Indeed, the desire to improve people’s lives through science and technology is a fundamental reason why Ziat chose haptics as her field of primary study. To date, she’s adapted a tactile processing device for Deafblind children, explored the use of multimodal VR (virtual reality) experiences to ease the discomfort of medical patients receiving injections, affirmed the use of highway rumble strips to improve driver safety in inclement weather, and more

This altruistic instinct, much like Ziat’s ambition to be “engineer of everything,” is also characteristic of her childhood.
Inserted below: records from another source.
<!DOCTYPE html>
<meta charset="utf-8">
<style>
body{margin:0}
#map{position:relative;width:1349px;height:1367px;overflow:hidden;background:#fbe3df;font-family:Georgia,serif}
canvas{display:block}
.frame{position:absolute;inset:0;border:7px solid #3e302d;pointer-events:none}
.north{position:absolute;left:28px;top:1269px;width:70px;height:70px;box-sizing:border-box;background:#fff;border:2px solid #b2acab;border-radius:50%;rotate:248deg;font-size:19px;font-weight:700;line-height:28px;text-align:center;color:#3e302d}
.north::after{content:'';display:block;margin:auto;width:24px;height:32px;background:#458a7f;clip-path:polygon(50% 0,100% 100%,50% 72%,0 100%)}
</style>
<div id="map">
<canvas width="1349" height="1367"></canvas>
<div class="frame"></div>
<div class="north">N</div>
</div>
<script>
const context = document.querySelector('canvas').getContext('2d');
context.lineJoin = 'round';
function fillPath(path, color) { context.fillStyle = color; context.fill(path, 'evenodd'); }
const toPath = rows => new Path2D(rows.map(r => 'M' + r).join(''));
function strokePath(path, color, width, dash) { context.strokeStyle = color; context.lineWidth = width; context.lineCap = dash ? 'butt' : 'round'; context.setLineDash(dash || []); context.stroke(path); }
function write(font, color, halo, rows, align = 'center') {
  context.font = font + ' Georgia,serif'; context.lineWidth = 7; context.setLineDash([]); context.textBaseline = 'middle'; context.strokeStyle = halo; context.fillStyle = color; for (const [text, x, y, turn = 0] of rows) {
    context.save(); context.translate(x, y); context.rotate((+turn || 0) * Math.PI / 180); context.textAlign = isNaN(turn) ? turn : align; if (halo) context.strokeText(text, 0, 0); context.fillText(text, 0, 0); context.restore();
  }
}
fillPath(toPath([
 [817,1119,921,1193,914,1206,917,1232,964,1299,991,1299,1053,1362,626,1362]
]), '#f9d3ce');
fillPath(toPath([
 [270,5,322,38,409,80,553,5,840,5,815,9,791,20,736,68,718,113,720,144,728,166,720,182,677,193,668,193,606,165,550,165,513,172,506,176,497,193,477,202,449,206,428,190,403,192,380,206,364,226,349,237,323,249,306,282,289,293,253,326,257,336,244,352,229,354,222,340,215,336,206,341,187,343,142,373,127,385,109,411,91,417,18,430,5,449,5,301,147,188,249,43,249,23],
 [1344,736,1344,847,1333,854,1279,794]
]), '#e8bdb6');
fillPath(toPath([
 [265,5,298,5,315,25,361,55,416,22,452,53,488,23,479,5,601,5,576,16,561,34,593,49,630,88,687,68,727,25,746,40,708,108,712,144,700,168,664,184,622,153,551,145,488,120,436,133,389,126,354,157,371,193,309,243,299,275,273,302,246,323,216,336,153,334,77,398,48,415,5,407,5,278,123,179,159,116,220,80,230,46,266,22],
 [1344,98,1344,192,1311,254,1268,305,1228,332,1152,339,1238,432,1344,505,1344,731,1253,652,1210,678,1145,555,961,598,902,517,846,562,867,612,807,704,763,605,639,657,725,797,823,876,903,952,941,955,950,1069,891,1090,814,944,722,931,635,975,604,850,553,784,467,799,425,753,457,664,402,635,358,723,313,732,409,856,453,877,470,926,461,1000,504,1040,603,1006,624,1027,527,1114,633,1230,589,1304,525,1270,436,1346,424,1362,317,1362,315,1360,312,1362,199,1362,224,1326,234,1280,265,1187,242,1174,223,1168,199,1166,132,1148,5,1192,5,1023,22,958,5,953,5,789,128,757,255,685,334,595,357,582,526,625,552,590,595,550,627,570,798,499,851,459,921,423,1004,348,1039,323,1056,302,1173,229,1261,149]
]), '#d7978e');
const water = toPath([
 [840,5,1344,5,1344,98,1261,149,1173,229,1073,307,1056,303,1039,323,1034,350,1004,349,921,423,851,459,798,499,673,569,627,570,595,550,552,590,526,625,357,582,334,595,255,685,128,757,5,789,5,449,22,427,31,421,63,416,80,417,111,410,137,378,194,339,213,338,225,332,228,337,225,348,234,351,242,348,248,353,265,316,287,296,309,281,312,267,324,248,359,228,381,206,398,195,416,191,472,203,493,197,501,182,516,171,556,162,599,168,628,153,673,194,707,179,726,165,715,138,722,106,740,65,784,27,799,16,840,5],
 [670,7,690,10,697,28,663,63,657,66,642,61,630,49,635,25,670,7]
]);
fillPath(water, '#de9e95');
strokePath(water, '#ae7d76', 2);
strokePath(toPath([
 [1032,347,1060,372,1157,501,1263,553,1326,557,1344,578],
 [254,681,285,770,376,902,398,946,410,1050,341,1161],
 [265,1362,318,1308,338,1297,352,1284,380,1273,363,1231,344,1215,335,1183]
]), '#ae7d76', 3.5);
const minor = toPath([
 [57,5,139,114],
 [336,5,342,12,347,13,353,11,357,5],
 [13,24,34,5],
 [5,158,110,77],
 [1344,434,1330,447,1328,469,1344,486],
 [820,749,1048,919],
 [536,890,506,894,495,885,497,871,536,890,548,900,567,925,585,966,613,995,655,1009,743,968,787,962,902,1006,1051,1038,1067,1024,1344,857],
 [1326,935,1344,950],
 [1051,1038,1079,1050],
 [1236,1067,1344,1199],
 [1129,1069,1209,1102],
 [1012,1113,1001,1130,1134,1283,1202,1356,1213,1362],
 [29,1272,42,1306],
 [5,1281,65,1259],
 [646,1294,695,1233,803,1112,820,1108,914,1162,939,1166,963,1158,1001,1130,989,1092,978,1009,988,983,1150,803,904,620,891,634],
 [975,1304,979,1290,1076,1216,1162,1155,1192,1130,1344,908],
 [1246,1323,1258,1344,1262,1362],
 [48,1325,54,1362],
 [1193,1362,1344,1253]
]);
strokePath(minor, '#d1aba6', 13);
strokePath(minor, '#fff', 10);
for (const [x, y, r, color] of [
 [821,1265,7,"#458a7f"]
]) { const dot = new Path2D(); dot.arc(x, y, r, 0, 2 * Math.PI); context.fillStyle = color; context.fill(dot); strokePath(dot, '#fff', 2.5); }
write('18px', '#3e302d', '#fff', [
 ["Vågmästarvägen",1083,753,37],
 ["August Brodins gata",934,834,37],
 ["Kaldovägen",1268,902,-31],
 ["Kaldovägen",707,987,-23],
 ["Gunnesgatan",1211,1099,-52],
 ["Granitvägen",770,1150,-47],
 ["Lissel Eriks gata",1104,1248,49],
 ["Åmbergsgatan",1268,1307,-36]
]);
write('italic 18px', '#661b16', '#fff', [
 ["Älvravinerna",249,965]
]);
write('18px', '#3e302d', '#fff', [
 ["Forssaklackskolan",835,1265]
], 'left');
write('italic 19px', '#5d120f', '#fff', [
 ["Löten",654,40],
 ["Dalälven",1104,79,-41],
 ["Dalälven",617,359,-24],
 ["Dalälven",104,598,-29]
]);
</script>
She recalls a promise she made as a teenager to her aging grandmother, who lamented the limitations of growing older: “I told her not to worry, that I would build a special robot just for her that would help her with the laundry, cooking, cleaning, whatever she needed. I even gave her a signed contract.”  

It’s a sentiment that has sustained Ziat throughout her academic career: “I believe in the power of technology to help us create a better world.”